HomeDelivery
Well-Known Member
i don't count my load/sort times when i pre-load my package car... if i did, i'll be at/over my 14 hour limit for a few routes that i cover, so OP is correct that it does happen
i don't count my load/sort times when i pre-load my package car... if i did, i'll be at/over my 14 hour limit for a few routes that i cover, so OP is correct that it does happen
Thank you for vindicating my experience, HD. What they wanted us to do was a bit worse. Here's how much work time had lapsed before we even logged in:
1) We keep our vehicles at home and drive about 90 minutes to the terminal in the AM: 1.5 hours
2) Pack our town trucks as the package handler unloads the Ground trailer: 1 hour (or more)
3) Print out manifests, grab call tags, listen to the terminal manager
rattle on about some incident that happened 400 miles away, gas up, etc. 30 minutes
4) Drive 90 minutes back to the edge of our routes 1.5 hours
5) Call CPC for a remote login password, log in, organize stops on manifest 15 minutes
On average, we cheated the scanner/DOT times by an average of 4 hours, 45 minutes every single day. I do consider this an extreme case because we are so small and remote. If we logged in at 5am when we leave home, I think it's a real possibility we would violate DOT timeframes much more than the allowed 6 times per year.

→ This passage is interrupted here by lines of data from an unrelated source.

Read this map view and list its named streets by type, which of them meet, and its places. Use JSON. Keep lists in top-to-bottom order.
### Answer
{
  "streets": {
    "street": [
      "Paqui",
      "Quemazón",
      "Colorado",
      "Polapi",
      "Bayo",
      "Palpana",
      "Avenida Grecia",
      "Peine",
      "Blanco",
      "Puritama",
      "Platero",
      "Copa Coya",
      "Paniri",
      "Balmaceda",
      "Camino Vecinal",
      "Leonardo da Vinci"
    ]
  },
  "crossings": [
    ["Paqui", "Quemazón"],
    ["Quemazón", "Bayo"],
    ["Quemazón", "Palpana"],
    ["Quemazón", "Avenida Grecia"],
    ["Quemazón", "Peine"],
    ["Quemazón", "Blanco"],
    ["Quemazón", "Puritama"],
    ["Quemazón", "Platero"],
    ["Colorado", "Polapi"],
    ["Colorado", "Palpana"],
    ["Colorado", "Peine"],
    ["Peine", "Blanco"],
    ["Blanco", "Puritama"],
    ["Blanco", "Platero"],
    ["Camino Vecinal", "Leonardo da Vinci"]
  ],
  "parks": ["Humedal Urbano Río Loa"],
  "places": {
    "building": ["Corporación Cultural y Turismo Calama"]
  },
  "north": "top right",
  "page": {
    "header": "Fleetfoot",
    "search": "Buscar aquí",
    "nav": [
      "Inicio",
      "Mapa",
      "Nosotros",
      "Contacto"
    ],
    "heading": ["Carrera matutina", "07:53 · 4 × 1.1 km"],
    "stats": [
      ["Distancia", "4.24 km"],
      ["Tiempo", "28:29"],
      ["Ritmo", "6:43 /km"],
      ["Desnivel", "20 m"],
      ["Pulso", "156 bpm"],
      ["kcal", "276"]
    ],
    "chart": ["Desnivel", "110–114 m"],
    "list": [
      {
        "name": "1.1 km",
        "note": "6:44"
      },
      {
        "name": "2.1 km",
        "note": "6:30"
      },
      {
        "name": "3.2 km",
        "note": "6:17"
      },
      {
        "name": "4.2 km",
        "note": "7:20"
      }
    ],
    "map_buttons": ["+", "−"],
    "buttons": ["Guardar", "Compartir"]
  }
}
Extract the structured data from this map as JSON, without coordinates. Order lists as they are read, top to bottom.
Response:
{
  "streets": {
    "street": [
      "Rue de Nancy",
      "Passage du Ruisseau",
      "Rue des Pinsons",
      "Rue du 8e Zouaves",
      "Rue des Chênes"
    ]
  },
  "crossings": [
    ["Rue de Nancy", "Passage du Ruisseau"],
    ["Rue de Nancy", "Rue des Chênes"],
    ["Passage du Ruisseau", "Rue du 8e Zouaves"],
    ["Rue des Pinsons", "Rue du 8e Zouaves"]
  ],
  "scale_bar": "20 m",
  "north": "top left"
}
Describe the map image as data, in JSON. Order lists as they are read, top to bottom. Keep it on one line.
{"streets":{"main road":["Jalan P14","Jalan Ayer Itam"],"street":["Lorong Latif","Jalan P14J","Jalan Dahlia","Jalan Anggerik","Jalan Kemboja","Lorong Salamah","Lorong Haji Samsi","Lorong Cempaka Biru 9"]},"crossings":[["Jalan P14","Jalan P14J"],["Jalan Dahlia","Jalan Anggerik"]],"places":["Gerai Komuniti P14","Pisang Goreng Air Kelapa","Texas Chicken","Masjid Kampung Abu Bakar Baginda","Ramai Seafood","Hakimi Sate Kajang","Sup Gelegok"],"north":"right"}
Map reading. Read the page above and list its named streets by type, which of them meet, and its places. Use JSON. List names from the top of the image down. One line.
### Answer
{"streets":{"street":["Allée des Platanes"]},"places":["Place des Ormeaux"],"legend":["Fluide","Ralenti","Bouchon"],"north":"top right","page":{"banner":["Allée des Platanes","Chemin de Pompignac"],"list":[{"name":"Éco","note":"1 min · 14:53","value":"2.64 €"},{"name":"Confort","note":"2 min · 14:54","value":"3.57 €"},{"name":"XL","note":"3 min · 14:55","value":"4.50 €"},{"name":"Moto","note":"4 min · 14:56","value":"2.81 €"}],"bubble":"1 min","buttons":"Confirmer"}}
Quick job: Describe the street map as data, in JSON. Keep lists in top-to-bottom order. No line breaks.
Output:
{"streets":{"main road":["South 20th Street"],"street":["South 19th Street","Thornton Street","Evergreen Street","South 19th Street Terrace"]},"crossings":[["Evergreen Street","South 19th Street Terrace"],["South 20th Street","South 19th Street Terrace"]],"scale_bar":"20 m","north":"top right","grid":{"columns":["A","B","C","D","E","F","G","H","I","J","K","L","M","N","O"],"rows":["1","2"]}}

By logging in remotely, it gives whoever views this information the illusion that we are somehow loading here and not driving 170 miles round trip everyday. Not only that, but once a week we'd take turns running all the outbound packages back to the terminal, so it was a double drive of 340 miles + route milage of about 40, resulting in 380 miles of driving, even on a light day. On these days we'd log in remotely, then log out before we made the trip to the terminal. Very shady.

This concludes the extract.